Michael Emmerich, a professor of Japanese literature at the University of California, Los Angeles (UCLA), was helping Uniqlo translate its advertising copy in 2013 when he stumbled into a discussion about the future of Japanese literary studies with Tadashi Yanai, the retailer’s founder. After the academic wrote up a proposal to aid the research area, “it was really a matter of months after that when [Yanai] decided to make his first donation to UCLA,” Emmerich told Observer. A $2.5 million gift from Yanai helped establish the Yanai Initiative for Globalizing Japanese Humanities, which has for a decade operated as a partnership between UCLA and Yanai’s alma mater of Waseda University in Tokyo. Now, Yanai is donating an additional $31 million to the initiative in what represents the largest-ever gift to UCLA’s College Division of Humanities.

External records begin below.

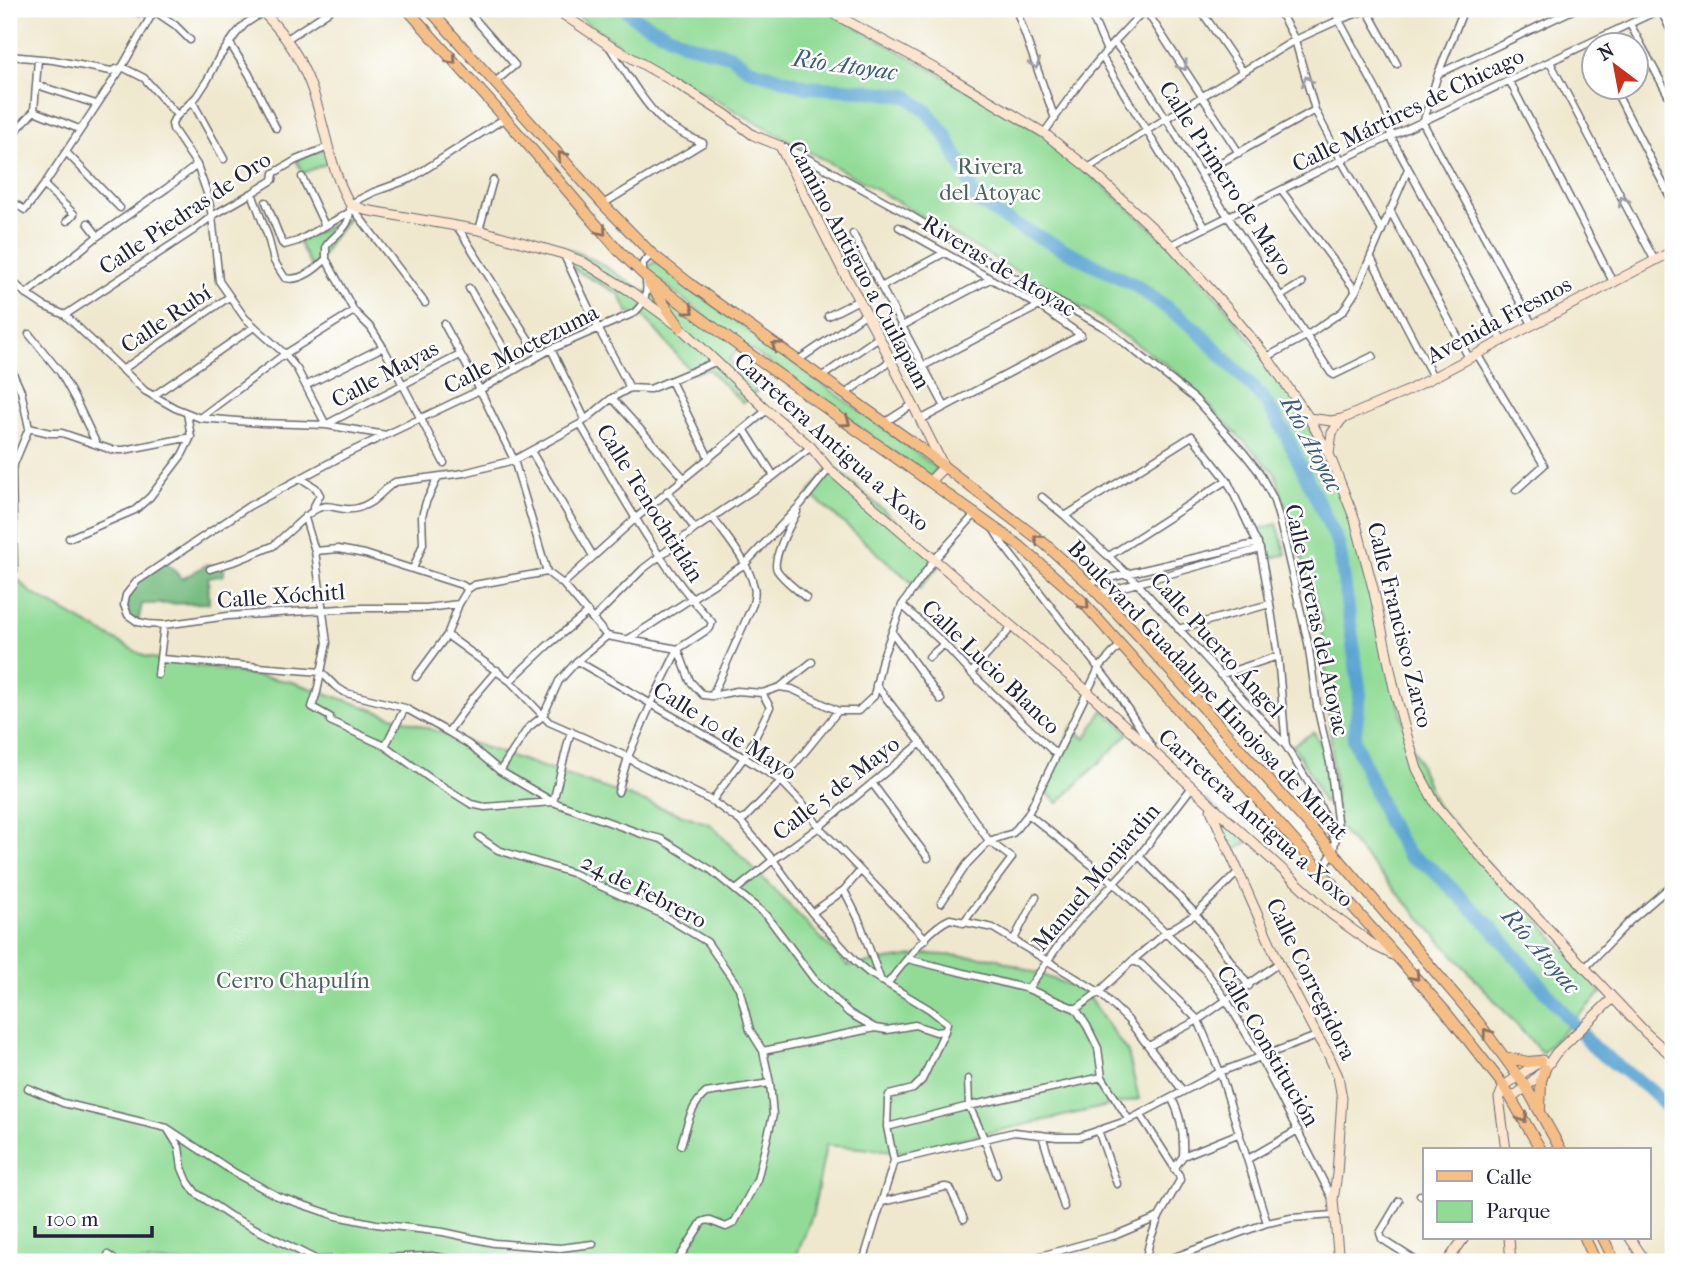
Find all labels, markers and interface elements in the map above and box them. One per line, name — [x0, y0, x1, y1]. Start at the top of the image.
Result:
north arrow — [1580, 32, 1650, 102]
text: N — [1595, 39, 1619, 66]
street label: Calle Mártires de Chicago — [1288, 42, 1528, 178]
water label: Río Atoyac — [789, 44, 900, 86]
one-way arrow — [444, 51, 457, 64]
one-way arrow — [1027, 57, 1041, 70]
one-way arrow — [1174, 58, 1187, 71]
one-way arrow — [1300, 75, 1315, 87]
street label: Calle Primero de Mayo — [1153, 76, 1299, 280]
street label: Camino Antiguo a Cuilapam — [782, 136, 936, 394]
street label: Calle Piedras de Oro — [94, 145, 276, 281]
one-way arrow — [557, 151, 570, 164]
park label: Rivera del Atoyac — [939, 153, 1041, 206]
one-way arrow — [1618, 195, 1631, 208]
street label: Riveras de Atoyac — [917, 209, 1081, 323]
one-way arrow — [594, 223, 606, 236]
street label: Avenida Fresnos — [1421, 270, 1576, 370]
street label: Calle Rubí — [116, 279, 216, 359]
street label: Calle Moctezuma — [439, 298, 603, 400]
one-way arrow — [682, 302, 695, 315]
street label: Calle Mayas — [327, 335, 443, 413]
one-way arrow — [771, 342, 784, 354]
street label: Carretera Antigua a Xoxo — [729, 347, 935, 537]
water label: Río Atoyac — [1274, 389, 1349, 498]
one-way arrow — [838, 414, 851, 426]
street label: Calle Tenochtitlán — [591, 419, 710, 587]
street label: Calle Riveras del Atoyac — [1279, 502, 1355, 738]
street label: Calle Francisco Zarco — [1361, 519, 1439, 731]
one-way arrow — [1033, 534, 1046, 547]
street label: Boulevard Guadalupe Hinojosa de Murat — [1062, 535, 1354, 845]
street label: Calle Puerto Ángel — [1145, 567, 1290, 724]
street label: Calle Xóchitl — [216, 578, 347, 614]
street label: Calle Lucio Blanco — [916, 594, 1066, 740]
one-way arrow — [1076, 596, 1089, 609]
street label: Calle 10 de Mayo — [648, 676, 802, 786]
street label: Carretera Antigua a Xoxo — [1153, 723, 1359, 913]
street label: Calle 5 de Mayo — [767, 730, 905, 846]
street label: Manuel Monjardin — [1026, 797, 1166, 956]
street label: 24 de Febrero — [577, 848, 711, 934]
street label: Calle Corregidora — [1260, 894, 1362, 1064]
water label: Río Atoyac — [1495, 901, 1587, 1001]
street label: Calle Constitución — [1211, 961, 1325, 1132]
park label: Cerro Chapulín — [216, 967, 371, 994]
one-way arrow — [1406, 968, 1419, 981]
one-way arrow — [1483, 1028, 1495, 1041]
one-way arrow — [1515, 1110, 1528, 1123]
legend — [1423, 1148, 1650, 1240]
text: Calle — [1486, 1165, 1532, 1189]
scale bar — [35, 1194, 152, 1238]
text: Parque — [1486, 1199, 1550, 1223]
text: 100 m — [46, 1207, 99, 1231]

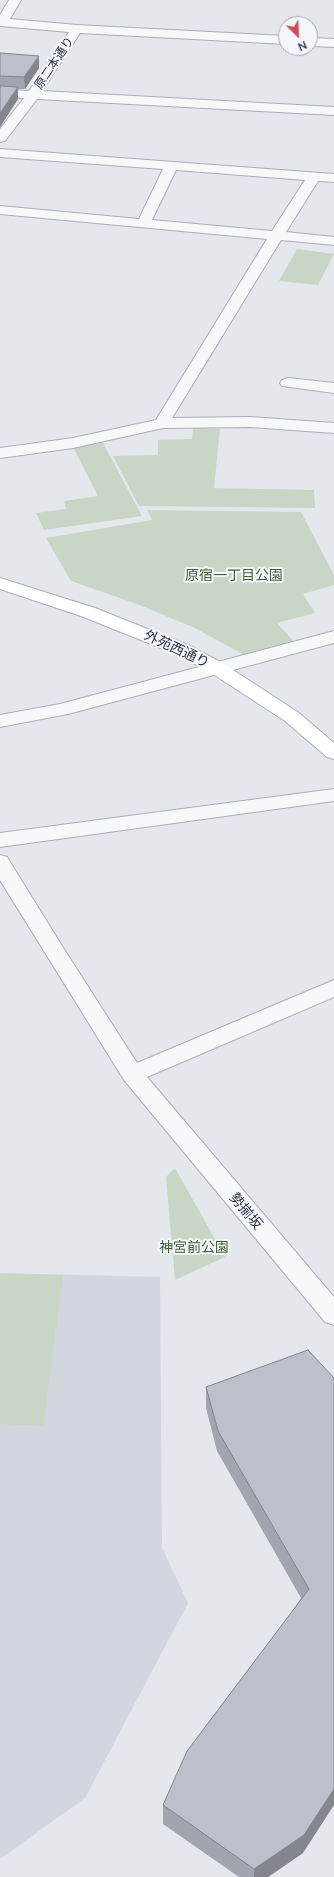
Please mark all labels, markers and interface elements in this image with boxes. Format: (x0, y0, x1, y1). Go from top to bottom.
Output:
north arrow (278, 16, 318, 56)
street label: 原二本通り (31, 34, 77, 92)
text: N (296, 39, 309, 54)
park label: 原宿一丁目公園 (185, 567, 283, 583)
street label: 外苑西通り (142, 627, 212, 671)
street label: 勢揃坂 (226, 1190, 266, 1232)
park label: 神宮前公園 (159, 1239, 229, 1255)

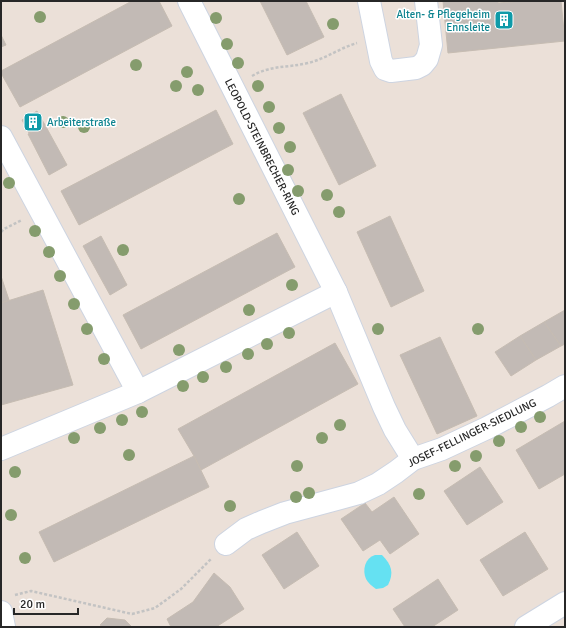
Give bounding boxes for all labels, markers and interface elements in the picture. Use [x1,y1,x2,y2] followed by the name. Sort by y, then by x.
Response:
[396,8,490,34] place label: Alten- & Pflegeheim Ennsleite
[493,9,515,31] building icon: Alten- & Pflegeheim Ennsleite
[222,76,302,218] street label: LEOPOLD-STEINBRECHER-RING
[22,111,44,133] building icon: Arbeiterstraße
[47,116,116,129] place label: Arbeiterstraße
[406,396,538,470] street label: JOSEF-FELLINGER-SIEDLUNG
[14,590,78,616] scale bar
[20,597,45,612] text: 20 m

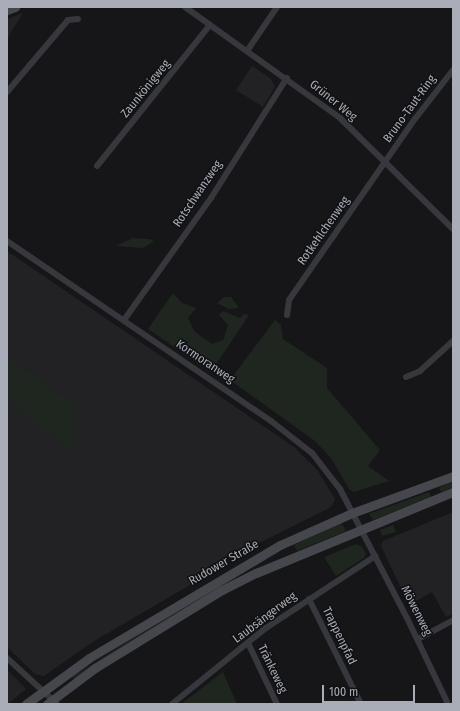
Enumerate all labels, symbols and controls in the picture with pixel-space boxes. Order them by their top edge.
street label: Zaunkönigweg [118,57,174,121]
street label: Bruno-Taut-Ring [381,72,439,146]
street label: Grüner Weg [306,77,360,125]
street label: Rotschwanzweg [170,158,226,230]
street label: Rotkehlchenweg [295,194,353,268]
street label: Kormoranweg [173,337,237,387]
street label: Rudower Straße [187,537,261,589]
street label: Möwenweg [397,584,435,638]
street label: Laubsängerweg [230,589,300,647]
street label: Trappenpfad [319,605,359,667]
street label: Tränkeweg [254,642,290,696]
scale bar [324,677,417,703]
text: 100 m [329,685,358,699]

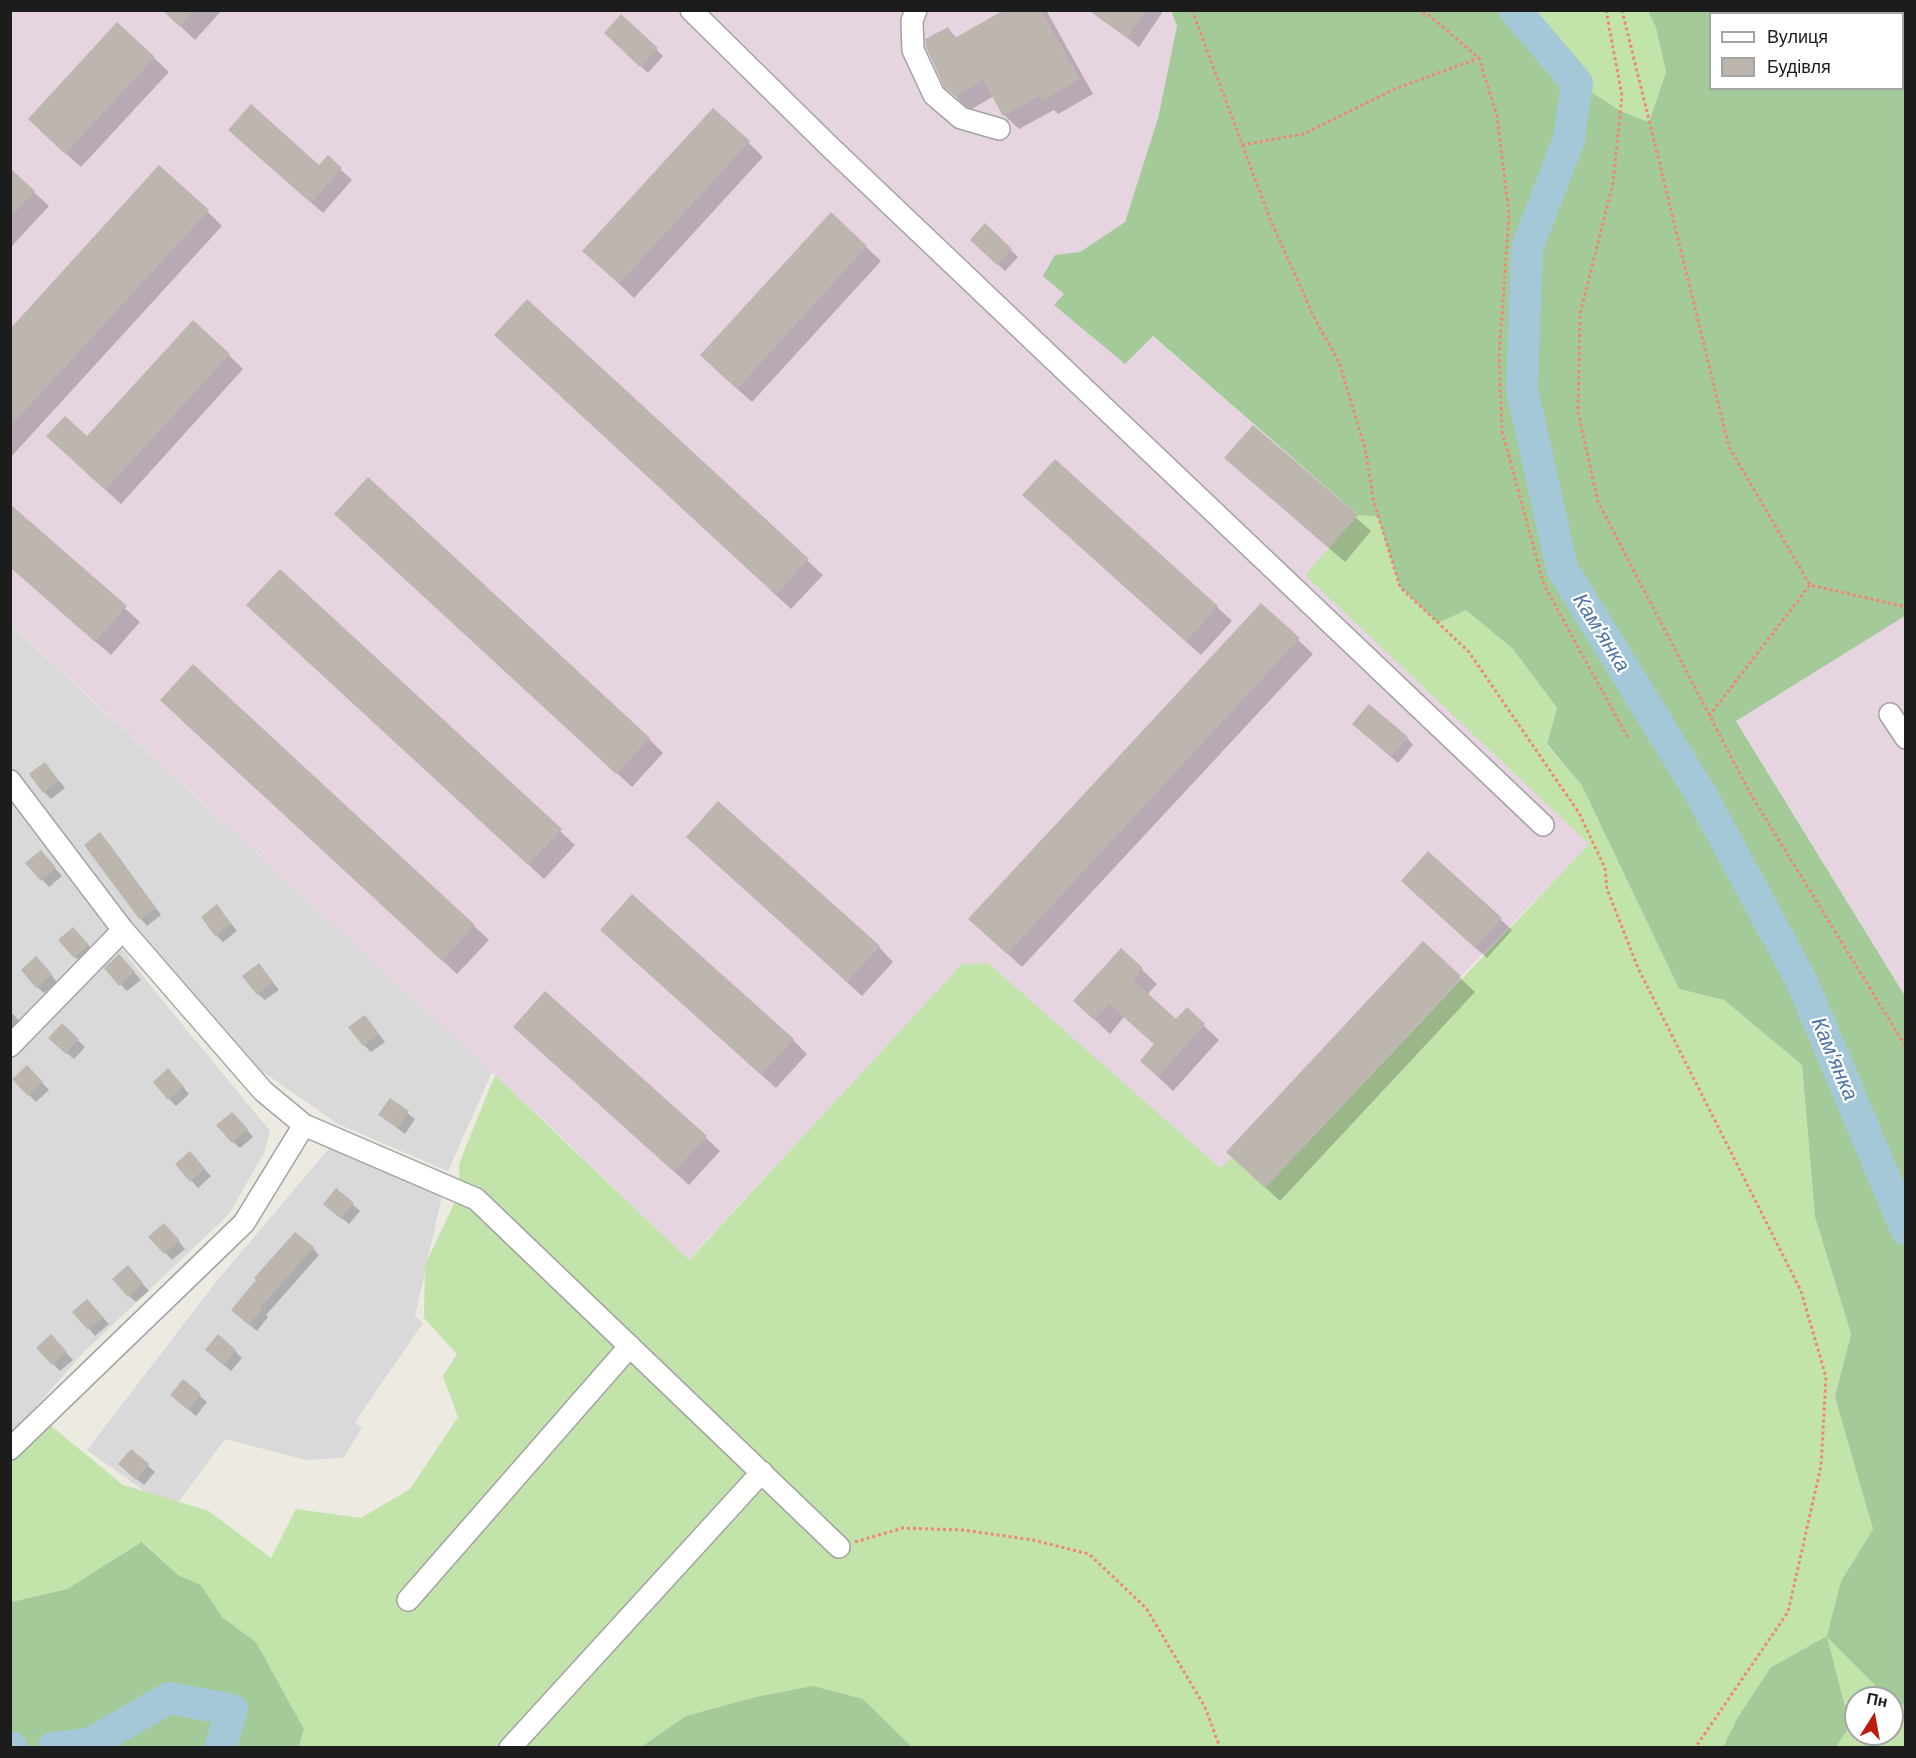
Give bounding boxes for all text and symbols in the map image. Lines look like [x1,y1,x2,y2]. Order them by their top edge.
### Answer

The bulk of the funds will go towards supporting Japan Past & Present (JPP), a web-based hub that will offer a variety of research resources and promote greater collaboration among scholars of Japanese humanities. “I am proud to support the study of Japanese humanities at UCLA and around the world because I believe in sharing and valuing the practices and art forms that shape our world,” said Yanai in a statement.

Yanai is currently Japan’s richest person with an estimated net worth of $47.6 billion. After inheriting his father’s line of men’s tailoring stores in the 1970s, he transformed them into Fast Retailing, which acts as the parent company of Uniqlo and brands like Theory and Helmut Lang. Yanai also notably spent nearly two decades on the board of Masayoshi Son’s SoftBank (SFTBF) Group Corp. before stepping down in 2019. Son is currently Japan’s second richest person. 

Creating a more connected global community

Starting out with an initial focus on academics, the Yanai Initiative has expanded over the years to include cultural programming across Los Angeles and global events. Now, the initiative’s JPP project will emphasize taking “the idea of globalizing Japanese humanities seriously,” said Emmerich, who is the director of both the Yanai Initiative and JPP.

A large focus of JPP will be enhancing the interconnectedness of scholars of Japanese humanities by allowing researchers to create profiles with contact information—a feature that will be particularly useful for the field, as many scholars in Japan don’t have public emails, said Emmerich. The digital hub will be available in Japanese and English and include a page dedicated to recent publications on Japanese literary studies, which have traditionally been spread out across different journals and platforms, in addition to providing funding to help people around the world start up projects that can be maintained by the JPP initiative.

“We’re hoping that over the years, more and more people will begin to use this as a kind of digital hub or place where they can come together and begin to see themselves as belonging to a community of scholars that really includes the whole world,” said Emmerich.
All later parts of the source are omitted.